*What is required*
Copy the listing exactly, please, and keep every picture out of it.

*Task inputs*
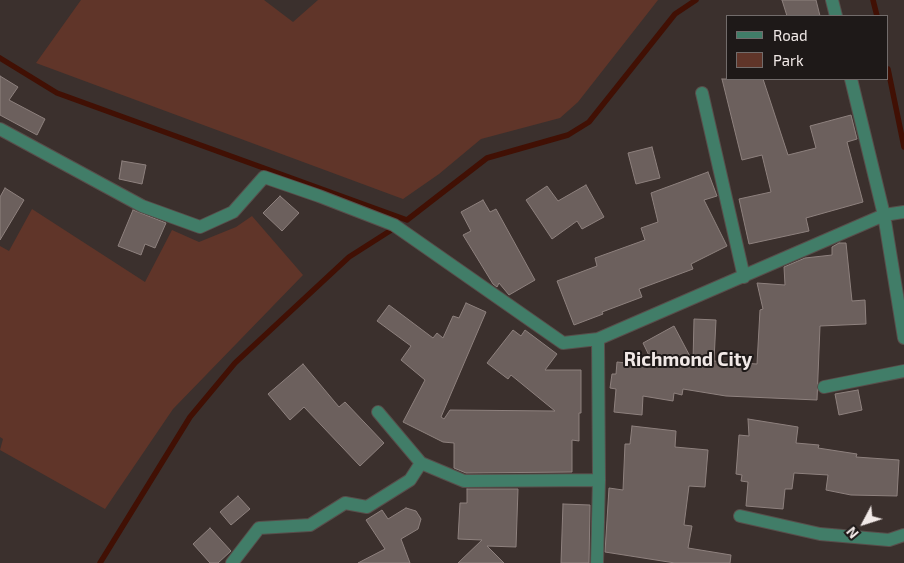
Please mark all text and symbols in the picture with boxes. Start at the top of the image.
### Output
legend [726,15,889,80]
text: Road [773,26,808,44]
text: Park [773,51,804,69]
district label: Richmond City [624,349,752,371]
north arrow [839,498,889,548]
text: N [842,524,862,542]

*Problem solution*
Please mark all text and symbols in the picture with boxes. Start at the top of the image.
### Output
legend [726,15,889,80]
text: Road [773,26,808,44]
text: Park [773,51,804,69]
district label: Richmond City [624,349,752,371]
north arrow [839,498,889,548]
text: N [842,524,862,542]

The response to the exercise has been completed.